→ **Work task**
Please write out the listing exactly, with nothing altered.

== Data shown

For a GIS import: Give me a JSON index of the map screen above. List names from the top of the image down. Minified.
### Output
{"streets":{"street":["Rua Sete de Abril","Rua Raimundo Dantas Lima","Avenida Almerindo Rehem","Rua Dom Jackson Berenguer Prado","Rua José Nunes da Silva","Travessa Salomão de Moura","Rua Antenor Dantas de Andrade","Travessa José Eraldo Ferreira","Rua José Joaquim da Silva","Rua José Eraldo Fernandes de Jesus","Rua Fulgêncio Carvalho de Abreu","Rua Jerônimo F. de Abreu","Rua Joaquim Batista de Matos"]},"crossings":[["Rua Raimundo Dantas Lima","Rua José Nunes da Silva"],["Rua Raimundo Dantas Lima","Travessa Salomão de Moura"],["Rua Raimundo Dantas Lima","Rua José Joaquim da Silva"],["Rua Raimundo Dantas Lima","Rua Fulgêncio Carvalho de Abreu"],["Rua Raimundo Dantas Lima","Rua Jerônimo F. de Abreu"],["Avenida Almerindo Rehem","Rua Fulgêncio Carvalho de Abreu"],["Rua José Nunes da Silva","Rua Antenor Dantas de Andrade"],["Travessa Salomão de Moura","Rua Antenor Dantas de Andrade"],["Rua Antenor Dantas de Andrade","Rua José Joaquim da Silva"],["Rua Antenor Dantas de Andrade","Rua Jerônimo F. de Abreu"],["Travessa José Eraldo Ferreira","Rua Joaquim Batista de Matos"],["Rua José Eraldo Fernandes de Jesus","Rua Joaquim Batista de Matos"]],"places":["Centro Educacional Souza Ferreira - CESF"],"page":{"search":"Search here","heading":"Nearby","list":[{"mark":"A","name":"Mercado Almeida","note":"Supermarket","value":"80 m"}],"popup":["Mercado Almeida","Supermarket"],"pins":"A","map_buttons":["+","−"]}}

====

→ **Solution**
For a GIS import: Give me a JSON index of the map screen above. List names from the top of the image down. Minified.
### Output
{"streets":{"street":["Rua Sete de Abril","Rua Raimundo Dantas Lima","Avenida Almerindo Rehem","Rua Dom Jackson Berenguer Prado","Rua José Nunes da Silva","Travessa Salomão de Moura","Rua Antenor Dantas de Andrade","Travessa José Eraldo Ferreira","Rua José Joaquim da Silva","Rua José Eraldo Fernandes de Jesus","Rua Fulgêncio Carvalho de Abreu","Rua Jerônimo F. de Abreu","Rua Joaquim Batista de Matos"]},"crossings":[["Rua Raimundo Dantas Lima","Rua José Nunes da Silva"],["Rua Raimundo Dantas Lima","Travessa Salomão de Moura"],["Rua Raimundo Dantas Lima","Rua José Joaquim da Silva"],["Rua Raimundo Dantas Lima","Rua Fulgêncio Carvalho de Abreu"],["Rua Raimundo Dantas Lima","Rua Jerônimo F. de Abreu"],["Avenida Almerindo Rehem","Rua Fulgêncio Carvalho de Abreu"],["Rua José Nunes da Silva","Rua Antenor Dantas de Andrade"],["Travessa Salomão de Moura","Rua Antenor Dantas de Andrade"],["Rua Antenor Dantas de Andrade","Rua José Joaquim da Silva"],["Rua Antenor Dantas de Andrade","Rua Jerônimo F. de Abreu"],["Travessa José Eraldo Ferreira","Rua Joaquim Batista de Matos"],["Rua José Eraldo Fernandes de Jesus","Rua Joaquim Batista de Matos"]],"places":["Centro Educacional Souza Ferreira - CESF"],"page":{"search":"Search here","heading":"Nearby","list":[{"mark":"A","name":"Mercado Almeida","note":"Supermarket","value":"80 m"}],"popup":["Mercado Almeida","Supermarket"],"pins":"A","map_buttons":["+","−"]}}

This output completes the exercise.